▸ **What to produce**: When you reach the line containing "Task: Parse this" in the entries below, please begin setting down lines exactly, stop only after the last one, and add nothing else.

▸ **Collected data entries**:
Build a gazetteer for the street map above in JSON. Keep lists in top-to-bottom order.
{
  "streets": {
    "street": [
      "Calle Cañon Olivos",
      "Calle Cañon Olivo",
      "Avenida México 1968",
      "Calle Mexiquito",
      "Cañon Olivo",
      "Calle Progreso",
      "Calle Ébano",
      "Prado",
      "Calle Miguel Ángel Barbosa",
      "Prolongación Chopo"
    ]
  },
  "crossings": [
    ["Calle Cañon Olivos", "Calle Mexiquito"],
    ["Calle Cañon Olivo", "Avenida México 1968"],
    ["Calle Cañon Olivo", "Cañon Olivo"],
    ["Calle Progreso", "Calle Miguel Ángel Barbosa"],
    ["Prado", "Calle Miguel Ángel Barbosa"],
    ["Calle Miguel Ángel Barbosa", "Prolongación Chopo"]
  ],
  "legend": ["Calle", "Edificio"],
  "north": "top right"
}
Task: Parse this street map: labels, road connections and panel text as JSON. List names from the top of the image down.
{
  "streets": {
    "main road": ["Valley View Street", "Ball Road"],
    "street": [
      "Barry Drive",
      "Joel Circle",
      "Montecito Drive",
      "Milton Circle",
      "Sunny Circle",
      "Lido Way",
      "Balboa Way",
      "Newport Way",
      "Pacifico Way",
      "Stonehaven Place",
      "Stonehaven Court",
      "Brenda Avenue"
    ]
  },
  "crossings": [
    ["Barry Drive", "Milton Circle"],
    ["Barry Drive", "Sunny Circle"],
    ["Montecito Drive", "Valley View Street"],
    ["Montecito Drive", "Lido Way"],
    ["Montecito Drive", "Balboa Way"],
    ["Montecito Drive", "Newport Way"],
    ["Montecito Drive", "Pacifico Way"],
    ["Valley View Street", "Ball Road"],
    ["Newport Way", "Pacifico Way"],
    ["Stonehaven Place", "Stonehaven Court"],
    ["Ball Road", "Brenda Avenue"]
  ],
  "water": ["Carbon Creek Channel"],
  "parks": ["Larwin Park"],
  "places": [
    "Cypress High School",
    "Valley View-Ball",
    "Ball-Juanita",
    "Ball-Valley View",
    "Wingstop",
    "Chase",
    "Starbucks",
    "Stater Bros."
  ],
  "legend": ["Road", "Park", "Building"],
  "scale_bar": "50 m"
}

▸ **Answer to the exercise**:
Task: Parse this street map: labels, road connections and panel text as JSON. List names from the top of the image down.
{
  "streets": {
    "main road": ["Valley View Street", "Ball Road"],
    "street": [
      "Barry Drive",
      "Joel Circle",
      "Montecito Drive",
      "Milton Circle",
      "Sunny Circle",
      "Lido Way",
      "Balboa Way",
      "Newport Way",
      "Pacifico Way",
      "Stonehaven Place",
      "Stonehaven Court",
      "Brenda Avenue"
    ]
  },
  "crossings": [
    ["Barry Drive", "Milton Circle"],
    ["Barry Drive", "Sunny Circle"],
    ["Montecito Drive", "Valley View Street"],
    ["Montecito Drive", "Lido Way"],
    ["Montecito Drive", "Balboa Way"],
    ["Montecito Drive", "Newport Way"],
    ["Montecito Drive", "Pacifico Way"],
    ["Valley View Street", "Ball Road"],
    ["Newport Way", "Pacifico Way"],
    ["Stonehaven Place", "Stonehaven Court"],
    ["Ball Road", "Brenda Avenue"]
  ],
  "water": ["Carbon Creek Channel"],
  "parks": ["Larwin Park"],
  "places": [
    "Cypress High School",
    "Valley View-Ball",
    "Ball-Juanita",
    "Ball-Valley View",
    "Wingstop",
    "Chase",
    "Starbucks",
    "Stater Bros."
  ],
  "legend": ["Road", "Park", "Building"],
  "scale_bar": "50 m"
}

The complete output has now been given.